In many cases, the clock is a global signal that synchronizes all of the switching in the design, hence the name synchronous logic. However, as mentioned above, the clock signal is considered a major noise contributor from a substrate noise point of view.NCL designs circumvent this problem by completely eliminating the clock. VANET via Named Data Networking Instead, this delay-insensitive form of logicuses a handshaking protocol to propagate data. For example,once some block has completed an operation, an acknowledgement signal along with the data is sent to the next block. VANET via Named Data Networking The second block uses the data for its own operation and upon completion, sends an acknowledgment back. At this point, the first block voids the data and moves on to its next task. As expected, the lack of synchronization gives an NCL circuit a distinct advantage with respect to switching noise and supply noise.

VANET via Named Data Networkings

Both of these noise mechanisms are much lower for asynchronous circuits because uncorrelated switching means that the peak currents injected into the substrate are much lower at any given time. Power consumption is also slightly lower for NCLdesigns. VANET via Named Data Networking Intuitively, it may seem that the opposite is true since NCL gates need to complete a handshaking protocol for each equivalent CBL clock edge. However, it turns out that on average, the power consumption tends to be lower because NCL designs do not have to deal with any additional clock driving circuitry and because only relevant portions of the circuit are active at any given time to resolve mobility management in named data networking. One disadvantage with NCL circuits is that NCL designs are typically larger than their Boolean counterpart. The reason for this difference in size is because NCL gates have to maintain the additional overhead for holding state information The goal for this experiment is to measure the substrate noise from a synchronous block and an asynchronous block to determine which is noisier.

In order to achieve this goal, functionally identical CBL and NCL designs are placed on a chip and used as noise generators. The two designs have separate power rails in order to measure the substrate noise generated for each. For a fair comparison, the CBL block is clocked approximately at the equivalent operating speed of the NCL block. The equivalent operating speed is defined as the CBL clock frequency for which the total completion time of a given task or program is about the same for both designs. VANET via Named Data Networking With either the CBL or NCL circuit on, a sensing circuit is placed equidistance from the two blocks to measure the noise in the substrate. VANET via Named Data Networking A schematic of the sensing circuit is shown in This design is based on that from The simple differential pair has close to unity gain along with a very wide bandwidth for broadband noise measurements.

Automatic control on transmission power in wireless networking

Most of these methods attempt to reduce noise coupling by either blocking or actively canceling the noise in the substrate  An alternative approach is to reduce the amount of noise that is injected from the digital block For a typical clocked Boolean logic CBL design, the main sources of noise injection are the clock tree and synchronous switching. The clock tree, used to distribute the clock across the chip, represents a large capacitive load in terms of both power and noise generation. Synchronous switching noise is the result of thousands of digital gates switching relatively close in time.

Since the inductive portion of the noise coupling is heavily dependent on the time derivative of the supply current , these two noise sources are further magnified due to the current switching nature of conventional CMOS CBL designs. Automatic control on transmission power in wireless networking As a result, a number of new constant current logic families such as current-steering logic and current-balanced logic were proposed to reduce substrate noise. However, it was shown that the improvement offered, if any, from these two types of logic only occur when the inductive coupling portion was dominant  For small, lowinductance packages, the improvement over CMOS was negligible since the capacitive coupling portion is now dominant . Another technique to reduce the noise from the digital blocks is minimizing by spreading the transitions in time.

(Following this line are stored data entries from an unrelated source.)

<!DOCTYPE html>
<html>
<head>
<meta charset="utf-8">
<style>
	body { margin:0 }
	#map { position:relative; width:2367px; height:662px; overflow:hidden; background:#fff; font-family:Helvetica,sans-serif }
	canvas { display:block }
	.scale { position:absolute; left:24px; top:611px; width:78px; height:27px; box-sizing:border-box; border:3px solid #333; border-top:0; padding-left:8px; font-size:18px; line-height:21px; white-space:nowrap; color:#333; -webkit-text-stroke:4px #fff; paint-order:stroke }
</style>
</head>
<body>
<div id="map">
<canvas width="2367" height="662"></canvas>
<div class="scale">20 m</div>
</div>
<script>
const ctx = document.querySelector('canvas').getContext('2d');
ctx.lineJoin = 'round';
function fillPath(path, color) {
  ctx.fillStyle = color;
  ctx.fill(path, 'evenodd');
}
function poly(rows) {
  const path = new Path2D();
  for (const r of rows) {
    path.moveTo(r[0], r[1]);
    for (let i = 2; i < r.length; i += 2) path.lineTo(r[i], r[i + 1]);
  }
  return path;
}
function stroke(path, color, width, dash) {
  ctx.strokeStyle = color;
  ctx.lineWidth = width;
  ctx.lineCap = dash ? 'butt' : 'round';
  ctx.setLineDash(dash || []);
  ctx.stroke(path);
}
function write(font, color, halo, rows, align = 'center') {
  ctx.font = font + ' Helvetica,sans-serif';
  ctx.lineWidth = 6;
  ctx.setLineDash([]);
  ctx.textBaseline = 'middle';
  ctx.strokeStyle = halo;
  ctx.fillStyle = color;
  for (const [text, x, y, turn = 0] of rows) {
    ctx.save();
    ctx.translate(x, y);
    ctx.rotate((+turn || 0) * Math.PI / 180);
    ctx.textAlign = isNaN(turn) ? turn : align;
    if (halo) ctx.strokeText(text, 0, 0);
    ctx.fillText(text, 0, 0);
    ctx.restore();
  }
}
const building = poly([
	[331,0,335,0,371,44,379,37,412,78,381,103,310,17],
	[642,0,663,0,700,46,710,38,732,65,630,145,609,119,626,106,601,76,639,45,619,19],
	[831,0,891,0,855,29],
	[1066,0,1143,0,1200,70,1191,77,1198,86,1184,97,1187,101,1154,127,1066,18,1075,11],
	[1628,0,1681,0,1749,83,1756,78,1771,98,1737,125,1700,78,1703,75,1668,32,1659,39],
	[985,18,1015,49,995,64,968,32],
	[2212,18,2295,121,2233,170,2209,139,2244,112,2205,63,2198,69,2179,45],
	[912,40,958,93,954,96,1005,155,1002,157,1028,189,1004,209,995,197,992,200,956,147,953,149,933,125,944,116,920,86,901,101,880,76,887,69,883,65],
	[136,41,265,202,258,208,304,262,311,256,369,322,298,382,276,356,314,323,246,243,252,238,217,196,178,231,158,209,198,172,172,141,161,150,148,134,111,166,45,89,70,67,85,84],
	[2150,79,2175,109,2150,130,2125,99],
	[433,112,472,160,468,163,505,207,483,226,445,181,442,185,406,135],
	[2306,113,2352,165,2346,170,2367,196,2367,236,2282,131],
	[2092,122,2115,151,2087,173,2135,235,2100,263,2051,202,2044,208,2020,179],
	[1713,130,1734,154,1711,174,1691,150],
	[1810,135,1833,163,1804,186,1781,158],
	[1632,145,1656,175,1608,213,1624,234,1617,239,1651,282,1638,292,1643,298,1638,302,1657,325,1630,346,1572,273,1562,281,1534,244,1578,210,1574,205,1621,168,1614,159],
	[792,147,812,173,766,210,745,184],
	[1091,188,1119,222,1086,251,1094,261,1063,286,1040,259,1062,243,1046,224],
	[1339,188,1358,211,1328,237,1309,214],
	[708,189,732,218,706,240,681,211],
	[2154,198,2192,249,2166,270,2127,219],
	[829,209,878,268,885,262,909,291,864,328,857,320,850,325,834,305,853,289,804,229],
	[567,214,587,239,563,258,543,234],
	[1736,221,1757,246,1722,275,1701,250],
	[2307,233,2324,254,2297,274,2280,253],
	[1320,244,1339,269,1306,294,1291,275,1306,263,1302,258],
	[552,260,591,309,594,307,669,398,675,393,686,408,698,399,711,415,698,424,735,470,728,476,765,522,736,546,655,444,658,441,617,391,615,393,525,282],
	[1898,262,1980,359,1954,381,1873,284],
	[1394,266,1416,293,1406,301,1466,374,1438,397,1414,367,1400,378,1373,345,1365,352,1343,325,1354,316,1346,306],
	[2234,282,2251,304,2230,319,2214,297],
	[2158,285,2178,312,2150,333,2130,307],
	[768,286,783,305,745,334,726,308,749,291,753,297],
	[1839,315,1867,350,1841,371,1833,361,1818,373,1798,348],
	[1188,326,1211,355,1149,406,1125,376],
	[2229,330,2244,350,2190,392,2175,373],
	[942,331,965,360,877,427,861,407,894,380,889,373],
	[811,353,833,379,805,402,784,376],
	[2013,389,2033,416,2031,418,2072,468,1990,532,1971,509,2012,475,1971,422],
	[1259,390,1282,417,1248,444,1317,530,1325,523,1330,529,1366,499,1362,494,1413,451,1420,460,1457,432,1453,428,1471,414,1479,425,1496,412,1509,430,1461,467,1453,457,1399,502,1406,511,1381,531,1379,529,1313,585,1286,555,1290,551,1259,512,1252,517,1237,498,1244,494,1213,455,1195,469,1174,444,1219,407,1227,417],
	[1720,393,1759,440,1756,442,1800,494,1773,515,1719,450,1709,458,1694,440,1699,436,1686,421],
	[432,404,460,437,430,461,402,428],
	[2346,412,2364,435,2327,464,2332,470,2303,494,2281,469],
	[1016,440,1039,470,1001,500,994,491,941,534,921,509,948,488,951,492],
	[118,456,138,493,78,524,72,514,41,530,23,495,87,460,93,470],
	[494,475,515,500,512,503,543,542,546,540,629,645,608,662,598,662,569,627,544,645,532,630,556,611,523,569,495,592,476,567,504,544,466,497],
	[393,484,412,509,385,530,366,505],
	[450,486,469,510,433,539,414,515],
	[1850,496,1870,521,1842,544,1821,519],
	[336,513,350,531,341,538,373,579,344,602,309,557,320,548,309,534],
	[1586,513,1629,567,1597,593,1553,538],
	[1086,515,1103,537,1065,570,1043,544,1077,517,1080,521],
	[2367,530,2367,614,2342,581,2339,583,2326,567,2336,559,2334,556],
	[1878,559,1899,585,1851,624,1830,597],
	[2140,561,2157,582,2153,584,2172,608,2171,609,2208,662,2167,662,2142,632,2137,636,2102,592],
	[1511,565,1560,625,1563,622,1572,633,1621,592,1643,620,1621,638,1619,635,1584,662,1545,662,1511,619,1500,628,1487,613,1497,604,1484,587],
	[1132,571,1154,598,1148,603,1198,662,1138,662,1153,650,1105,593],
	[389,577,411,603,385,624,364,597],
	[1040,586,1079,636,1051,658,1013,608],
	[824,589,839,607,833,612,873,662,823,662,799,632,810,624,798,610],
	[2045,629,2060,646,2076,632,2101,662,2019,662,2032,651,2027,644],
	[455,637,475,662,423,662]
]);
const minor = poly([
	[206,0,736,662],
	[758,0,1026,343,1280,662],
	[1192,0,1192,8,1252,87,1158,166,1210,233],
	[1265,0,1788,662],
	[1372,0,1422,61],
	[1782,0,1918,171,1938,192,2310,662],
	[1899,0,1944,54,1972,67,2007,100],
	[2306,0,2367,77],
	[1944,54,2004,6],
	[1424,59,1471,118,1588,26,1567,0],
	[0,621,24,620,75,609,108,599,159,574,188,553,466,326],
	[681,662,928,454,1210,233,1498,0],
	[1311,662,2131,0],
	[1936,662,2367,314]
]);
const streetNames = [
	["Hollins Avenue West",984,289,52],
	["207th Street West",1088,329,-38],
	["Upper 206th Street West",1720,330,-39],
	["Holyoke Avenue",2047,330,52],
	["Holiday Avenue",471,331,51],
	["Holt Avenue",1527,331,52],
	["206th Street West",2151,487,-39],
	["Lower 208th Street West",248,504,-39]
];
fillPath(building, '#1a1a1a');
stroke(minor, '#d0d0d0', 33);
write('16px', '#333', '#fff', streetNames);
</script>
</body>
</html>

Automatic control on transmission power in wireless networkings

As mentioned above, synchronous switching causes a large number of digital gates to switch relatively close in time. Automatic control on transmission power in wireless networking Since all of this occurs in a relatively short time period, the effect of the injected noise tends to accumulate. When a global clock event occurs, the majority of the CBL transitions are concentrated around the same time, resulting in large noise. One possible approach is to intentionally skew the clock signal that is distributed to various domains on the chip. Although considerable improvement has been shown with this technique, there are practical limits on the extent of the skew and on the number of clock regions that are attainable. Even with an optimized solution, the switching is still fundamentally synchronized and the clock tree still presents itself as a major source of noise. Further improvement can be made if the transitions are somehow more evenly spread in time.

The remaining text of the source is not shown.